I’ve been here for a few weeks now and it’s hard to leave.
This started as my sister and I watched two hard-working men load up a truck with furniture. The furniture belonged to our aunt who recently passed away.
Family and friends took some items, other items are being sold but couches and bedroom sets, lamps and tables were being loaded into a Habitat for Humanity truck – to help some other family.
After the truck drove away, I walked back through the empty rooms. Aunt Ene’s home was now a house. Her little world was gone.
Empty space. The words felt sadly final as I stood in her living room and remembered her sitting in her new comfy chair where she spent a lot of time. It was easy seeing her sitting there – smiling, talking, laughing.
And then it was hard. Sad. Suddenly that word “gone” hit home. Gone forever. The empty space would belong to someone else soon.
But here I am, stuck in that empty room. Lingering with memories of how Aunt Ene kept everything orderly, neat and inviting. How she surrounded herself with what she loved and displayed memories of the husband and son she missed so much.
Standing there I realized there are at least two ways to look at empty space.
I saw rooms full of memories, walls haunted by personal history and carpeting familiar with the tread of daily routines. I saw what it used to be.
I was saying goodbye to all that. But soon someone else would be standing there ... saying hello. They will walk through each room imagining new colors, with furniture that fits their lifestyle. They will create their own paths through the carpeting.
The space invites new beginnings and change. The empty house will become a home again. It will be exciting. Not sad.
That’s the way it should be, yes? I’m sure Aunt Ene would want that.
Her home had a limited history. She lived there alone. Many homes, though, have a huge history, where families, even generations, have survived good times and bad.
It’s not hard to imagine others, like me, standing in such empty spaces. It must be painful saying goodbye to homes where you grew up, where you can still see scratches you put into banisters and dents in the walls. Each with its own story.
I’ve driven by weathered, abandoned homes and wonder about the stories inside. I wonder about the empty spaces still waiting for the hope and joy that comes with new beginnings, new voices, fresh laughter.
Poet and journalist Joyce Kilmer illustrated this well in his poem “The House with Nobody In It” with these words:
“But a house that has done what a house should do, a house that has sheltered life, that has put its loving wooden arms around a man and his wife, a house that has echoed a baby’s laugh and held up his stumbling feet, is the saddest sight, when it’s left alone, that ever your eyes could meet.”

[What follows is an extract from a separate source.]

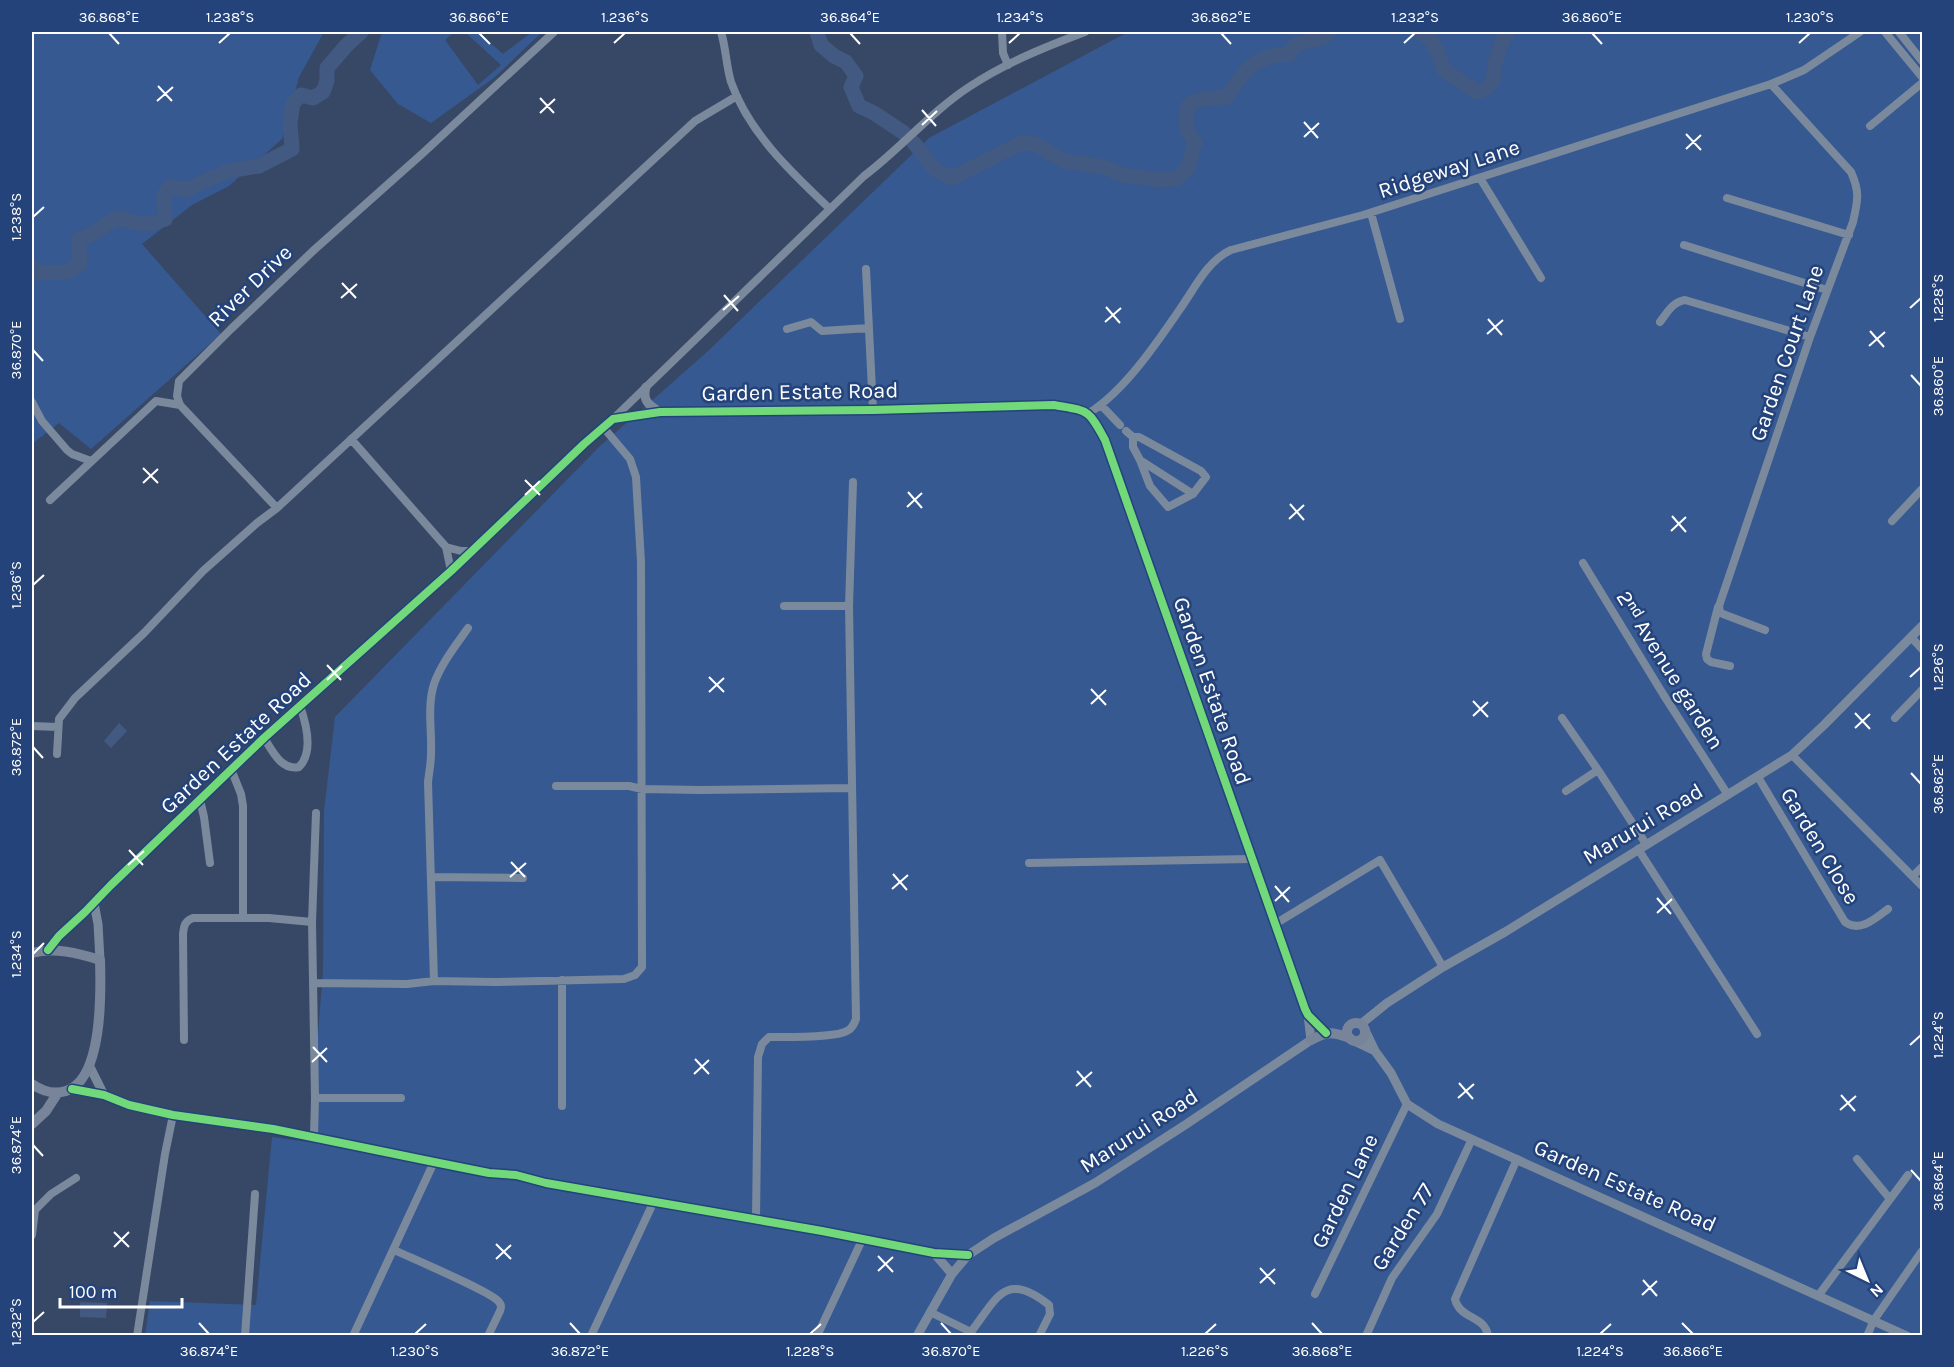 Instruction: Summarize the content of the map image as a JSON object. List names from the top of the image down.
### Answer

So, I am still in that empty space where Aunt Ene rested in her chair but glad to know her house won’t remain empty.
And I’m doing more than seeing her there. I also can hear telling me stories of growing up.
I am remembering how she was the one filling empty spaces with her plans and dreams. And how she made a home for family.
• Lonny Cain, retired managing editor of The Times in Ottawa, also was a reporter for The Herald-News in Joliet in the 1970s. His Paperwork email is lonnyjcain@gmail.com. Or mail The Times, 110 W. Jefferson St., Ottawa, IL 61350.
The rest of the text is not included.